In fact, William Coll (not Cole) purchased an inn (or hotel) located on Main Street, Sackville, in 1846 from the estate of Abraham Bass. This was “a two-story brick building that no doubt served as their dwelling as well as a tavern and roadhouse.”13 Bass had built this brick structure in 1815, so it would already have been well established as an inn and stage stop. Coll seems to have carried on the tradition. Milner wrote: “These were the halcyon days for Coll’s Hotel, a great resort for the travelling public, where it was said the lights never went out and the fires never burned low.”14 Around 1860 this hotel was sold to Arthur King who kept the tradition going even longer. The Miller Block of commercial buildings was built on this site (up from Allison Ave. on Main Street) after a fire in 1912 cleared the way. Whether the hotel building lasted that long, we do not know, but it certainly represents one of the oldest commercial buildings (brick, of course) for which we have records.

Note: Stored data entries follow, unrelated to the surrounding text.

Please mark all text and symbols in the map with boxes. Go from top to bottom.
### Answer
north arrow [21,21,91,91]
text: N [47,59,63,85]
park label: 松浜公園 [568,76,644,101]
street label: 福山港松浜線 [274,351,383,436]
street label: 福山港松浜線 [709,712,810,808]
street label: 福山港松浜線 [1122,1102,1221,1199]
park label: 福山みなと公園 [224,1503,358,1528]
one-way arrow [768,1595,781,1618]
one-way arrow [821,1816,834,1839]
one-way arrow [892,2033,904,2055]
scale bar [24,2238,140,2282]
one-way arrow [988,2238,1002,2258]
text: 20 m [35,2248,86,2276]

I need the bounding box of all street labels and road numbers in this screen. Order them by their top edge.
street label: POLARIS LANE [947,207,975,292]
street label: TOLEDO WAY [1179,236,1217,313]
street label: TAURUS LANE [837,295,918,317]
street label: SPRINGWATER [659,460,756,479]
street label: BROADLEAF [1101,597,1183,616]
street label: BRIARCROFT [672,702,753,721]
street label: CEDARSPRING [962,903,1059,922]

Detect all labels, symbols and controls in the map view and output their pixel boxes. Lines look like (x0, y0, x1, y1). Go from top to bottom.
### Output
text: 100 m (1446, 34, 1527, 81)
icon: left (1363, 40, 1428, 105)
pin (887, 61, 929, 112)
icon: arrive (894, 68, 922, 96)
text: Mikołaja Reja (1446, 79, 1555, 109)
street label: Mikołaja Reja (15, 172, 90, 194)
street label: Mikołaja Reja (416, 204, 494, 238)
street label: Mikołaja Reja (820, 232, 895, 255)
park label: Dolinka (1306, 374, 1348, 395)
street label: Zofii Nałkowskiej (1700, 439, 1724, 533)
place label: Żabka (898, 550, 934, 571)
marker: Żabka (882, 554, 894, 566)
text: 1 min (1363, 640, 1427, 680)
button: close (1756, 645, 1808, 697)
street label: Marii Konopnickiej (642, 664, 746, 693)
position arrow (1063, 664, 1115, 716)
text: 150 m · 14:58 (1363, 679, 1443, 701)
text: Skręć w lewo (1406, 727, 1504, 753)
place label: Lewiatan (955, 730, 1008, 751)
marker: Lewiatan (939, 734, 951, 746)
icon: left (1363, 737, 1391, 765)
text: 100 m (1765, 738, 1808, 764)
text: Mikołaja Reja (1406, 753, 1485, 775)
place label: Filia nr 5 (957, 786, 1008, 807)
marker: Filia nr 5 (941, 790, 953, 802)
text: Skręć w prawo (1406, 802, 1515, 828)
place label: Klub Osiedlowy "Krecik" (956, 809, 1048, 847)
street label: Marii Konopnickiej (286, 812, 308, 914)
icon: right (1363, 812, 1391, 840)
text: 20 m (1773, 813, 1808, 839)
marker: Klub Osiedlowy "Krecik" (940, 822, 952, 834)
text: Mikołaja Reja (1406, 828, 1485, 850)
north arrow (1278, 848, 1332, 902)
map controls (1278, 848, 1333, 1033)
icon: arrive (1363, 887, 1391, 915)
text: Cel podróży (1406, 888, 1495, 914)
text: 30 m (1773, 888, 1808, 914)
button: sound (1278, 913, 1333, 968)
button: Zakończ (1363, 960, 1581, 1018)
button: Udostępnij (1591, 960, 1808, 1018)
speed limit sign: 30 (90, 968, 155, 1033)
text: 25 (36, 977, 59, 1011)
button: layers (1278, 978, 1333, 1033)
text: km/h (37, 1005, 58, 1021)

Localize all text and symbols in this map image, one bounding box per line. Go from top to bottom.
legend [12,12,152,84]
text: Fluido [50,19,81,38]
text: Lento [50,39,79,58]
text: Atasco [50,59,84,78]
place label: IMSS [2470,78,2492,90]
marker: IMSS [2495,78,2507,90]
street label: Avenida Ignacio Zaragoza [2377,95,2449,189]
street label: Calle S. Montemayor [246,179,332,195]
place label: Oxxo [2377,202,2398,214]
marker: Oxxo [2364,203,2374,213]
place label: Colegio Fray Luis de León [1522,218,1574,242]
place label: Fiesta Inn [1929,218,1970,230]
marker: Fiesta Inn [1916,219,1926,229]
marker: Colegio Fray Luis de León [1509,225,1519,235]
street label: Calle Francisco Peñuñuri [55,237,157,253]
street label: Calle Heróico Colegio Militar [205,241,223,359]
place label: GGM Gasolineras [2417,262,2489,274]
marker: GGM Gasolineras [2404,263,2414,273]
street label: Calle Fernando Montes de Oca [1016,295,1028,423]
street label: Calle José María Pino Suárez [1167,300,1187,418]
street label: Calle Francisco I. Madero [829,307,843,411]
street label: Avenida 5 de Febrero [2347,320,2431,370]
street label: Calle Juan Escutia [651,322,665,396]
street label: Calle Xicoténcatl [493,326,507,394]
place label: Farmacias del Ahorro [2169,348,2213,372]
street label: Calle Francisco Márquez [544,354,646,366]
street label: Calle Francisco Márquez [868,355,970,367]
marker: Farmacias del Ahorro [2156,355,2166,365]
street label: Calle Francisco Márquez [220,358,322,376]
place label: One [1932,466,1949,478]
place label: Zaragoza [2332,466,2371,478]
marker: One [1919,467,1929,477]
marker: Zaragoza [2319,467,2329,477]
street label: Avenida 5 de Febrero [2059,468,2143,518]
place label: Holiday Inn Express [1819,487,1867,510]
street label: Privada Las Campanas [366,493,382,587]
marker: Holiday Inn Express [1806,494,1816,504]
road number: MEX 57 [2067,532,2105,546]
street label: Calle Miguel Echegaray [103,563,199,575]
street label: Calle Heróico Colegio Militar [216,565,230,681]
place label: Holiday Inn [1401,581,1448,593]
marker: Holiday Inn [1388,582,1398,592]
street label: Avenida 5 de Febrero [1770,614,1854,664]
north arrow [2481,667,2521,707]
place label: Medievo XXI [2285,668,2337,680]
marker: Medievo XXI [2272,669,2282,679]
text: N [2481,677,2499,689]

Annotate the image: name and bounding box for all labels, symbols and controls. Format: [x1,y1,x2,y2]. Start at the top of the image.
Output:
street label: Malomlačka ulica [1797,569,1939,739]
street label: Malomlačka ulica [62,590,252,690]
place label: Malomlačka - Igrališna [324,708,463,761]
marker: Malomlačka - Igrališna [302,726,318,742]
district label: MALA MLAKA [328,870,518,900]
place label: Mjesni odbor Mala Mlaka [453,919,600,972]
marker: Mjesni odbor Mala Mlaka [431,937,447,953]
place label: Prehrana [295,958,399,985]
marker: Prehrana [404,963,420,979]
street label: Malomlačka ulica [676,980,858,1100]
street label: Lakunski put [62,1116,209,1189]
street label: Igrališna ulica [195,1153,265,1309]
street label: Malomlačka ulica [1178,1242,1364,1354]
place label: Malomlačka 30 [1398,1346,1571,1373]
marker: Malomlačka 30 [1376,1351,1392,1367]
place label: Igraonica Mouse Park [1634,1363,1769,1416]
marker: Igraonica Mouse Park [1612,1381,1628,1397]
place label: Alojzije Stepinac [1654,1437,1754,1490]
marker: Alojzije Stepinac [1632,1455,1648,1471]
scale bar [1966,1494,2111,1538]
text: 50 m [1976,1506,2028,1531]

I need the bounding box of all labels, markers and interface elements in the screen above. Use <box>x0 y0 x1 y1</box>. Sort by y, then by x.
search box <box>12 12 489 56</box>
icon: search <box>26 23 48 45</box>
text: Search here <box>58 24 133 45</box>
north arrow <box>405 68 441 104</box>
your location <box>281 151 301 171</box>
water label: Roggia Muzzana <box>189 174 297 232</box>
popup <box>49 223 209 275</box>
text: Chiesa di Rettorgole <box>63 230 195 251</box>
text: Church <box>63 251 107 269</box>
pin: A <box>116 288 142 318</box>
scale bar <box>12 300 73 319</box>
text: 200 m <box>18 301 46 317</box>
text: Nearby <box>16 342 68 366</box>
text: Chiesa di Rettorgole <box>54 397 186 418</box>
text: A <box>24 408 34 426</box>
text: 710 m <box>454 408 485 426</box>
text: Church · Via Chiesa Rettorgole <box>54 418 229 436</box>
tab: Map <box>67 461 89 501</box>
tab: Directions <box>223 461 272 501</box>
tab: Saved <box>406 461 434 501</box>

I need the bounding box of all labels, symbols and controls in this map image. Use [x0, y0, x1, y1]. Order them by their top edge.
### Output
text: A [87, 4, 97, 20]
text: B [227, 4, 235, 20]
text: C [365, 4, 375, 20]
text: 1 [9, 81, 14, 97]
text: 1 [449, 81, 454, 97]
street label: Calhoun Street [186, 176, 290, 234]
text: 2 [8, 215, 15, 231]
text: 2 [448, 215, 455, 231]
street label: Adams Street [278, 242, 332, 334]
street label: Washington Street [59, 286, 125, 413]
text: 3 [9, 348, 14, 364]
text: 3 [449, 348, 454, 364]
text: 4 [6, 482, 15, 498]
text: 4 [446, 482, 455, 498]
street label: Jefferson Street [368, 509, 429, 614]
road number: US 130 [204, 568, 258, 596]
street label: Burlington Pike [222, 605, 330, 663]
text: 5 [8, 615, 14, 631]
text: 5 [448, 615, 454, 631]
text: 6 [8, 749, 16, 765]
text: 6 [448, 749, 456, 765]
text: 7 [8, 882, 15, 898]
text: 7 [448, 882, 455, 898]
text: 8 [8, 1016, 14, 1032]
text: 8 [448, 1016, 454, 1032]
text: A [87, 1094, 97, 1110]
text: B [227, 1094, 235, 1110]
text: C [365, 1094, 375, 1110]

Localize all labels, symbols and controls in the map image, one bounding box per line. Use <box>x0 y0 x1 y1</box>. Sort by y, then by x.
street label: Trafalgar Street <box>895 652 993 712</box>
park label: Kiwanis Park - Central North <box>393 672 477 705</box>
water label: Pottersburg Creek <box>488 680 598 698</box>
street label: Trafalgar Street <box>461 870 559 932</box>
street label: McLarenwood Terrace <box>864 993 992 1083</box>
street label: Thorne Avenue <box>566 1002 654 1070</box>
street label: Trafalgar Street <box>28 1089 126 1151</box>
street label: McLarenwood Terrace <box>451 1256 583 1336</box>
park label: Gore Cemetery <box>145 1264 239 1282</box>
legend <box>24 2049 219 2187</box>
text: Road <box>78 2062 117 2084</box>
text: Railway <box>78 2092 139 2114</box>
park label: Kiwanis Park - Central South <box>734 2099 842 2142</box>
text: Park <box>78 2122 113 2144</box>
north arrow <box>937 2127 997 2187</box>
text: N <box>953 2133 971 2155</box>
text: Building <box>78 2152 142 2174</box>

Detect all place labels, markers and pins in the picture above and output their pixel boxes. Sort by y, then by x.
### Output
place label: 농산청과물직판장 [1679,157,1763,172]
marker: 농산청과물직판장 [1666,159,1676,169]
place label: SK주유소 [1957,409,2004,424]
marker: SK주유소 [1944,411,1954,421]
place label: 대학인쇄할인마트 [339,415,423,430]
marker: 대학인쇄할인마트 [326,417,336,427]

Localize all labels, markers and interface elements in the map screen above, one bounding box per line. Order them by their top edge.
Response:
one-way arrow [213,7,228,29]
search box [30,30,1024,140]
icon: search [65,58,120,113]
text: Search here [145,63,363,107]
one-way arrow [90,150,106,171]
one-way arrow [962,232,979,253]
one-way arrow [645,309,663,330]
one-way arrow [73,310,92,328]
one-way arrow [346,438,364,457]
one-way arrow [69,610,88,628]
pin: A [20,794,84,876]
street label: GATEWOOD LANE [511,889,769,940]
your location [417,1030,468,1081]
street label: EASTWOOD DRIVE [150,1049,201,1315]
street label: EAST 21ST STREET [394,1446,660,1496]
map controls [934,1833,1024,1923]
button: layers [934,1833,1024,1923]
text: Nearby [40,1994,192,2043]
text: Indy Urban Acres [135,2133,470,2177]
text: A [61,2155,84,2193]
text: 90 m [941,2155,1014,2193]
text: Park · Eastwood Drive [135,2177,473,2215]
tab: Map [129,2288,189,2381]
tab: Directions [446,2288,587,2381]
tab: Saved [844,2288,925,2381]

9. Stone houses are also identified in the 1851 Census. There are only two and one was William Crane’s house, the one we know today as “Cranewood” on 113 Main Street, Sackville. The only other stone house was attributed to Thomas DeWolf. The Census tells us DeWolfe was an “Episcopalian Clergyman” and local church records confirm he was the Rector at St. Ann’s Church through this period. The rectory for St. Ann’s was located in Westcock on the Burying Ground Road15 and was the same rectory to which G. G. Roberts brought his family as DeWolf’s successor. The Robert’s family included his son, Charles G. D. Roberts, whose biographer clearly states that they moved into a brick rectory. Existing church records do not clarify this matter so either the census taker mistook a brick house for stone or this biographer mistook a stone house for brick.
There might be a simpler solution to this riddle: that it was a brick house using stone for quoins at the corners (as we have seen in older brick houses) and perhaps around doors and windows. To confirm this possibility, we tracked down a painting completed by Goodrich Roberts some years later. (It was used for the cover of the 2002 edition of Roberts’ The Heart that Knows, edited by Carrie MacMillan.) Unhappily, this artistic rendition of the house (as on the cover) provides little detail and while the colour he chose is suggestive of brick, it doesn’t really decide the matter. We will have to be content with not (quite) knowing, although I think it likely that DeWolf’s rectory was one more brick house. We do know it replaced an earlier rectory in 1838-39 and lasted 40 to 50 years.
10. The last listing of brick houses we can pluck from the 1851 Census is for Joseph Bowser.16 The son of Thomas Bowser, a Yorkshire immigrant, the elder Bowser had purchased two of the original shares of the Township that extended from Lorne Street all the way up York Street. Various Bowsers settled up and down this substantial holding and we can find two J. Bowsers on the Walling map as late as 1862. By the time of the 1851 Census, Joseph was already 60 years old and having married (for the first time) in the early 1820s, that seems a plausible time for him to have erected this brick house. It was on York Street just above Salem where many of us will remember “Hillcrest House.” One of Joseph’s nephews (or son of a nephew?) built that handsome wood frame house with an Italianate tower on the same site in 1880. So, Joseph’s brick house must have lasted 50 to 60 years.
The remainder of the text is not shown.